What Is To Be Done with Mortgage Servicers?

The Office of the Comptroller of the Currency has found that EverBank; HSBC Bank USA, N.A.; JPMorgan Chase Bank, N.A.; Santander Bank, National Association; U.S. Bank National Association; and Wells Fargo Bank, N.A. have not met all of the requirements of consent orders they had entered into because of deficiencies in how they dealt with foreclosure servicing. The details of these deficiencies are pretty bad.

The OCC recently issued amended consent orders with these banks. The amended orders restrict certain business activities that they conduct.
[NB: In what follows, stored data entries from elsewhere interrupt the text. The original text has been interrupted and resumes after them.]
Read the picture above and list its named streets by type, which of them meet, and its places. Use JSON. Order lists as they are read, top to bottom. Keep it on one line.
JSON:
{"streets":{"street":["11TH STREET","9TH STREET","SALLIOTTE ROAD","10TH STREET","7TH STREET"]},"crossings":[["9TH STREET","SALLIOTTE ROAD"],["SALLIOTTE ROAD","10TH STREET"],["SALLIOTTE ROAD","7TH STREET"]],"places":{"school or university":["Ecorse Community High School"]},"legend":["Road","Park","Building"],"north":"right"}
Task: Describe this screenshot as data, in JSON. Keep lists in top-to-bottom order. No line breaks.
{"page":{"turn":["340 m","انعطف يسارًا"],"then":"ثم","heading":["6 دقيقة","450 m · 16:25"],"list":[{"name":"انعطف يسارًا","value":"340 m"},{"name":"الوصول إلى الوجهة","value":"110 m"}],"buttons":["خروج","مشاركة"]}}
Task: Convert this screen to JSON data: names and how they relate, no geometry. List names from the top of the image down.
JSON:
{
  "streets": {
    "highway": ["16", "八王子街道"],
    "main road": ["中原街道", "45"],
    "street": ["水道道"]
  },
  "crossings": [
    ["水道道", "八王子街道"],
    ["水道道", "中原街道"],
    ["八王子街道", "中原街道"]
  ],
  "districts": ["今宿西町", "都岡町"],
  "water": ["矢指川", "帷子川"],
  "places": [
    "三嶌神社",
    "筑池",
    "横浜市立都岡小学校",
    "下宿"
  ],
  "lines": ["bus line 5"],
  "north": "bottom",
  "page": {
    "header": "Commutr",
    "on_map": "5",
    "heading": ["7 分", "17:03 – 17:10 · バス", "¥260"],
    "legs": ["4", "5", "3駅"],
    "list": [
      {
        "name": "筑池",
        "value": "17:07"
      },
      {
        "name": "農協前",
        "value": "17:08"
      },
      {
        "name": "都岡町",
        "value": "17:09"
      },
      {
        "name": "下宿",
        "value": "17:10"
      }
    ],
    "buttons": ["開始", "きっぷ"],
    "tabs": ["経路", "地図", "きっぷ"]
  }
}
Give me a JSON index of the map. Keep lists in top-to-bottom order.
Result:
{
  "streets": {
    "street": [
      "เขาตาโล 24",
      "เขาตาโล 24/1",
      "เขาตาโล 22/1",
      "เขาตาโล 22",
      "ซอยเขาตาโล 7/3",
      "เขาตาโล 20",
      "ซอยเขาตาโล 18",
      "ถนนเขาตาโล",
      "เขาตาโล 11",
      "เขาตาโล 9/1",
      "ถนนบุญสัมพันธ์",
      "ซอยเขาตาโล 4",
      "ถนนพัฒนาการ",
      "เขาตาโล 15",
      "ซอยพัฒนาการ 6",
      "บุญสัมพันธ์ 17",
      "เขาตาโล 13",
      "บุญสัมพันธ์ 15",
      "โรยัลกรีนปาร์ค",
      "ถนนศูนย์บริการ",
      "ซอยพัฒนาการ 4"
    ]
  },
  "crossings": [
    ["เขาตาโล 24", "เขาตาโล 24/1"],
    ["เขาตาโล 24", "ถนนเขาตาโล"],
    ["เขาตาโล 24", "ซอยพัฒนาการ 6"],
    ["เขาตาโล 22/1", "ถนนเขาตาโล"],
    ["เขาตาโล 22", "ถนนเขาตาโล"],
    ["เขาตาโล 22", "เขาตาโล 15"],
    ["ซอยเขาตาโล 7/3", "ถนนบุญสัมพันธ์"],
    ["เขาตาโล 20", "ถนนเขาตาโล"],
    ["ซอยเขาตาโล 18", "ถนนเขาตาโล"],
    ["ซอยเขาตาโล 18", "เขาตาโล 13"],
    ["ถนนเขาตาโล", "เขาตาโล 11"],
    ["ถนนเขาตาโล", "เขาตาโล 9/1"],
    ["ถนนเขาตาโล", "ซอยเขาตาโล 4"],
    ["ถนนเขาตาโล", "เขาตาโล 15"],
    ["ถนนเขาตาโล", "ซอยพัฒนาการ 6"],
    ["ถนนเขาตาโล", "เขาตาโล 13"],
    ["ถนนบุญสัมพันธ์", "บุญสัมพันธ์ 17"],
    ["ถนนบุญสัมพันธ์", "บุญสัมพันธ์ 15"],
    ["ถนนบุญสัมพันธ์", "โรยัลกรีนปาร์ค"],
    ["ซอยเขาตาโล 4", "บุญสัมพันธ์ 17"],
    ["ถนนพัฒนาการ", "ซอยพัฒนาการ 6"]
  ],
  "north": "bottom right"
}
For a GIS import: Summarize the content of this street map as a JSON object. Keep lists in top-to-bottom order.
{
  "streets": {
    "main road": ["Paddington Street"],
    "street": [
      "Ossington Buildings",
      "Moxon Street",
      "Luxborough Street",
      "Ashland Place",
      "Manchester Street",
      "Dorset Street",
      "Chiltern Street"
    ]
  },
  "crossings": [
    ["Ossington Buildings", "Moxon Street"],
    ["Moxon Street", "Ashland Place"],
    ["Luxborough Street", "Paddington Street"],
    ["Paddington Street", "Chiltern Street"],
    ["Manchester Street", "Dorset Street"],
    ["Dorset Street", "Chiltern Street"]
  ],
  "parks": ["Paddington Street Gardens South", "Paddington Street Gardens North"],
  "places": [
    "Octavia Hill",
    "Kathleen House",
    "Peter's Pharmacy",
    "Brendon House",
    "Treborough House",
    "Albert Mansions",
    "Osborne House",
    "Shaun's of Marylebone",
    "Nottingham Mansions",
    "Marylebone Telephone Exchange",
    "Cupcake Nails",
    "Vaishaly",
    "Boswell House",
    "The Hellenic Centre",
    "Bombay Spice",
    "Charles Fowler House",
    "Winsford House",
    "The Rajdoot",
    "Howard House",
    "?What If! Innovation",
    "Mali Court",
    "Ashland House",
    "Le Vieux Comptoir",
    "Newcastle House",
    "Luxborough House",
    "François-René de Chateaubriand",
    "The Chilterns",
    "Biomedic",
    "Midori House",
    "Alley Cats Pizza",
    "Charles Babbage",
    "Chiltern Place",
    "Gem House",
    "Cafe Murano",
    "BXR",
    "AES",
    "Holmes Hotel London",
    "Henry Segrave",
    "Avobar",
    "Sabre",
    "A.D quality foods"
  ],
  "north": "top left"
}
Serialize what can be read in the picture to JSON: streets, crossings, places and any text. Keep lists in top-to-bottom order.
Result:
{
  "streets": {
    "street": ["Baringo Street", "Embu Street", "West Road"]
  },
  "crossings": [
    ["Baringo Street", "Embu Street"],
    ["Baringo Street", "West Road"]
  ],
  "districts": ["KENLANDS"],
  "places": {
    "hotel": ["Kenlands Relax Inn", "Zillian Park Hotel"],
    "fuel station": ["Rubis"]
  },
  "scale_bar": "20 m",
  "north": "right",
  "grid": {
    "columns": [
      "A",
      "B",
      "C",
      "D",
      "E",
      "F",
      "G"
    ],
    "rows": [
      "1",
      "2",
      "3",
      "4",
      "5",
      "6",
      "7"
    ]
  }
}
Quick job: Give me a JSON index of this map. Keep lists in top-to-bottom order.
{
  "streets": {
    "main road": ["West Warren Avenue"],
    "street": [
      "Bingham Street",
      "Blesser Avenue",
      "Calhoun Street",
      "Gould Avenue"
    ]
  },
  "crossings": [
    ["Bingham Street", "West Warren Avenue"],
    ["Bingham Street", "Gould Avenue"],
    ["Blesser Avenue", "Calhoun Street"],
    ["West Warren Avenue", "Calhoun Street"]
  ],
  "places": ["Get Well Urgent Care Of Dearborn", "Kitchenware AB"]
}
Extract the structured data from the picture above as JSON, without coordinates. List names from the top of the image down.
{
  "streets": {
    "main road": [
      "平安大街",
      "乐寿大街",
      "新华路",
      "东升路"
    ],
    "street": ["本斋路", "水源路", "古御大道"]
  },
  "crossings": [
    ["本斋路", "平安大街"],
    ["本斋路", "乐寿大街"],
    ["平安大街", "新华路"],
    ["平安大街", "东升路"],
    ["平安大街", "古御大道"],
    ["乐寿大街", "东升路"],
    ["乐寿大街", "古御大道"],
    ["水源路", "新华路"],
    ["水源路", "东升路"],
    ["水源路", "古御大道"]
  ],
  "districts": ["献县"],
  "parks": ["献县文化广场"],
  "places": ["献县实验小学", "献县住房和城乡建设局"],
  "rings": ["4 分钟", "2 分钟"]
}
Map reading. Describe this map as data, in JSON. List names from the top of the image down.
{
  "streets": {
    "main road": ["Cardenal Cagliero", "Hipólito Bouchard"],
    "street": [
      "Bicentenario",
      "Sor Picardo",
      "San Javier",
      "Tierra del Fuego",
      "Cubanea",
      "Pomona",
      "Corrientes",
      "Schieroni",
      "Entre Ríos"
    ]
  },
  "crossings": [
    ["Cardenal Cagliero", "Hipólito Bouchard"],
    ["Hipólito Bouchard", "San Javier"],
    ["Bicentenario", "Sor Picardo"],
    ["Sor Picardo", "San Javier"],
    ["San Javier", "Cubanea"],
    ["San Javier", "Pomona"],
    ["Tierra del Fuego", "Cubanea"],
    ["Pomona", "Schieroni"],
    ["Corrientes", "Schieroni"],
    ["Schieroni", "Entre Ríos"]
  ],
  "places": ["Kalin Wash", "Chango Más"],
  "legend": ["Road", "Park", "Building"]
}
The restrictions include limitations on:

  • acquisition of residential mortgage servicing or residential mortgage servicing rights (does not apply to servicing associated with new originations or refinancings by the banks or contracts for new originations by the banks);
  • new contracts for the bank to perform residential mortgage servicing for other parties;
  • outsourcing or sub-servicing of new residential mortgage servicing activities to other parties;
  • off-shoring new residential mortgage servicing activities; and
  • new appointments of senior officers responsible for residential mortgage servicing or residential mortgage servicing risk management and compliance.

HSBC had the most deficiencies of the six:  it did not make 45 of the 98 changes it had agreed to over the last few years. I was particularly interested in the portion of the consent orders that relate to MERS. The HSBC consent order states:

(1) The Bank shall implement its Revised Action Plan and ensure appropriate controls and oversight of the Bank’s activities with respect to the Mortgage Electronic Registration System (“MERS”) and compliance with MERSCORPS’s membership rules, terms, and conditions (“MERS Requirements”), include, at a minimum:

(a) processes to ensure that all mortgage assignments and endorsements with respect to mortgage loans serviced or owned by the Bank out of MERS’ name are executed only by a certifying officer authorized by MERS and approved by the Bank;

(b) processes to ensure that all other actions that may be taken by MERS certifying officers (with respect to mortgage loans serviced or owned by the Bank) are executed by a certifying officer authorized by MERS and approved by the Bank;

(c) processes to ensure that the Bank maintains up-to-date corporate resolutions from MERS for all Bank employees and third-parties who are certifying officers authorized by MERS, and up-to-date lists of MERS certifying officers;

(d) processes to ensure compliance with all MERS Requirements and with the requirements of the MERS Corporate Resolution Management System (“CRMS”);

(e) processes to ensure the accuracy and reliability of data reported to MERSCORP and MERS, including monthly system-to-system reconciliations for all MERS mandatory reporting fields, and daily capture of all rejects/warnings reports associated with registrations, transfers, and status updates on open-item aging reports. Unresolved items must be maintained on open-item aging reports and tracked until resolution. The Bank shall determine and report whether the foreclosures for loans serviced by the Bank that are currently pending in MERS’ name are accurate and how many are listed in error, and describe how and by when the data on the MERSCORP system will be corrected; and

(f) an appropriate MERS quality assurance workplan, which clearly describes all tests, test frequency, sampling methods, responsible parties, and the expected process for open- item follow-up, and includes an annual independent test of the control structure of the system-to- system reconciliation process, the reject/warning error correction process, and adherence to the Bank’s MERS Plan.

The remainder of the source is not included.